Extracted data entries:
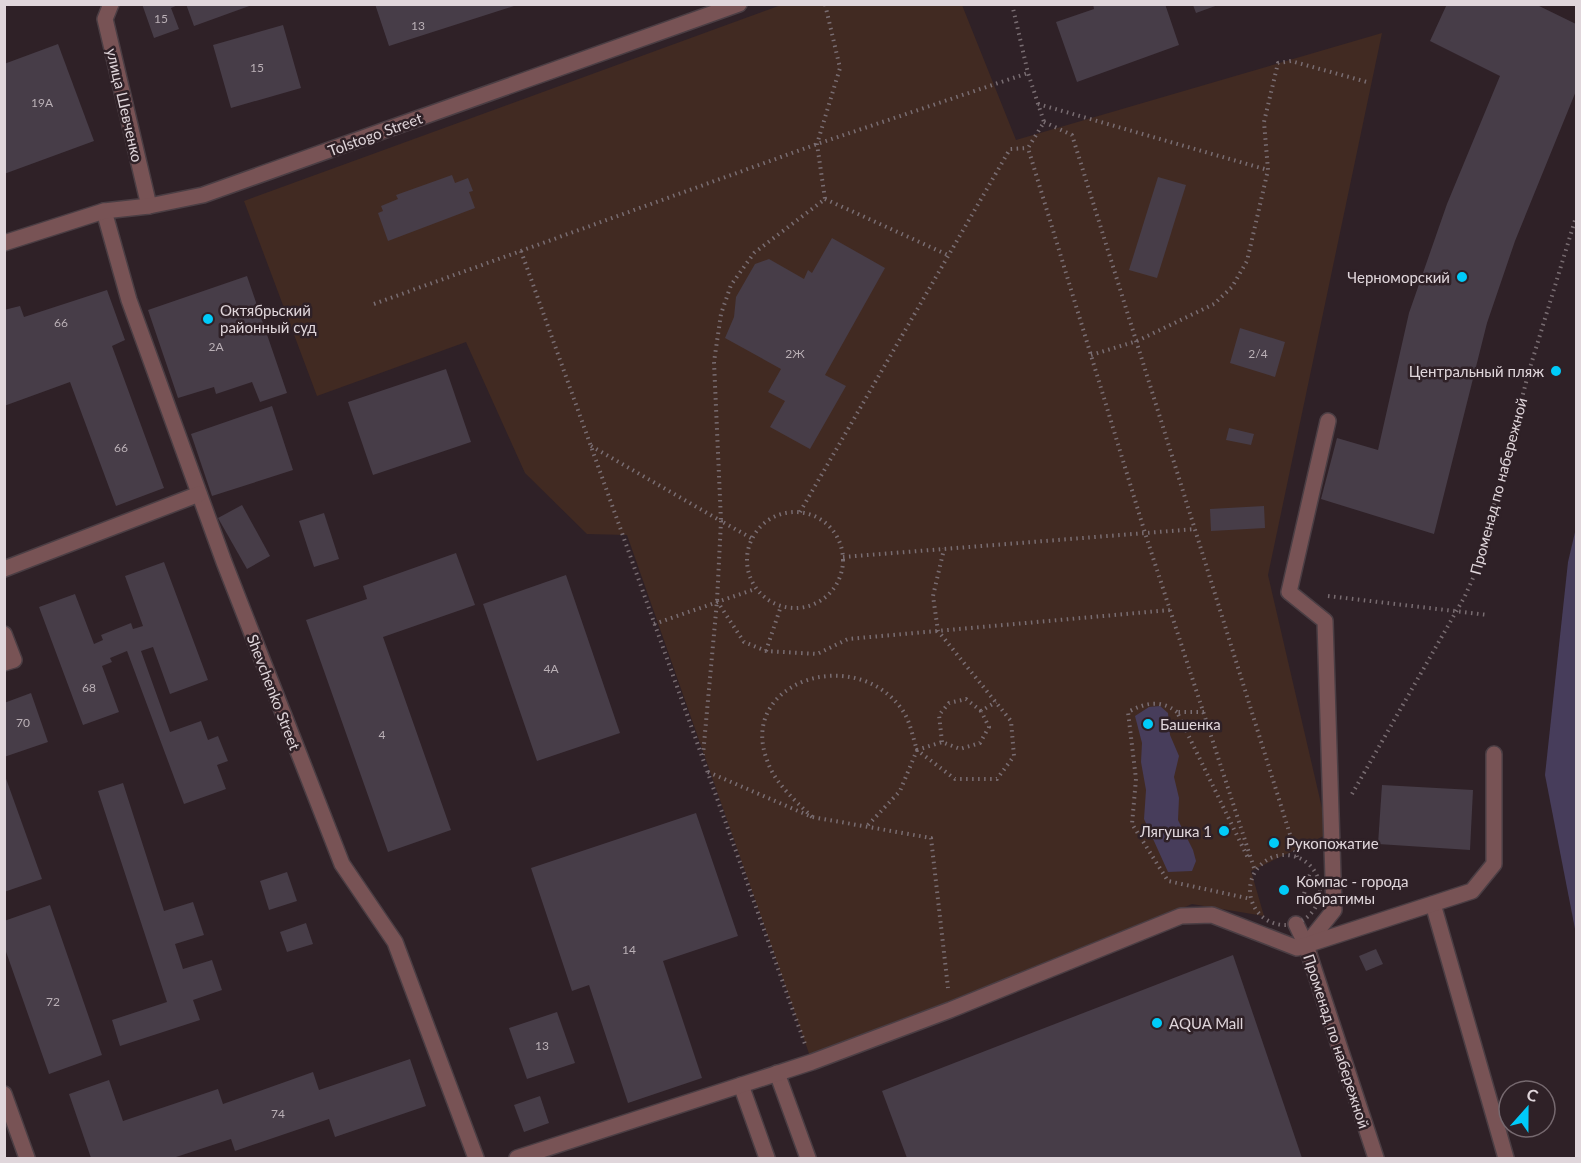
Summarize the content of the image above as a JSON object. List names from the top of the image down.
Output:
{
  "streets": {
    "street": [
      "улица Шевченко",
      "Tolstogo Street",
      "Променад по набережной",
      "Shevchenko Street"
    ]
  },
  "crossings": [
    ["улица Шевченко", "Tolstogo Street"],
    ["Tolstogo Street", "Shevchenko Street"]
  ],
  "places": [
    "Черноморский",
    "Октябрьский районный суд",
    "Центральный пляж",
    "Башенка",
    "Лягушка 1",
    "Рукопожатие",
    "Компас - города побратимы",
    "AQUA Mall"
  ],
  "house_numbers": [
    "15",
    "13",
    "15",
    "19А",
    "66",
    "2А",
    "2Ж",
    "2/4",
    "66",
    "4А",
    "68",
    "70",
    "4",
    "14",
    "72",
    "13",
    "74"
  ],
  "north": "top"
}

YOUR INSTRUCTIONS: With pictures excluded, the data must be transcribed in full and to the letter.

REPLY TO THE EXERCISE:
Summarize the content of the image above as a JSON object. List names from the top of the image down.
Output:
{
  "streets": {
    "street": [
      "улица Шевченко",
      "Tolstogo Street",
      "Променад по набережной",
      "Shevchenko Street"
    ]
  },
  "crossings": [
    ["улица Шевченко", "Tolstogo Street"],
    ["Tolstogo Street", "Shevchenko Street"]
  ],
  "places": [
    "Черноморский",
    "Октябрьский районный суд",
    "Центральный пляж",
    "Башенка",
    "Лягушка 1",
    "Рукопожатие",
    "Компас - города побратимы",
    "AQUA Mall"
  ],
  "house_numbers": [
    "15",
    "13",
    "15",
    "19А",
    "66",
    "2А",
    "2Ж",
    "2/4",
    "66",
    "4А",
    "68",
    "70",
    "4",
    "14",
    "72",
    "13",
    "74"
  ],
  "north": "top"
}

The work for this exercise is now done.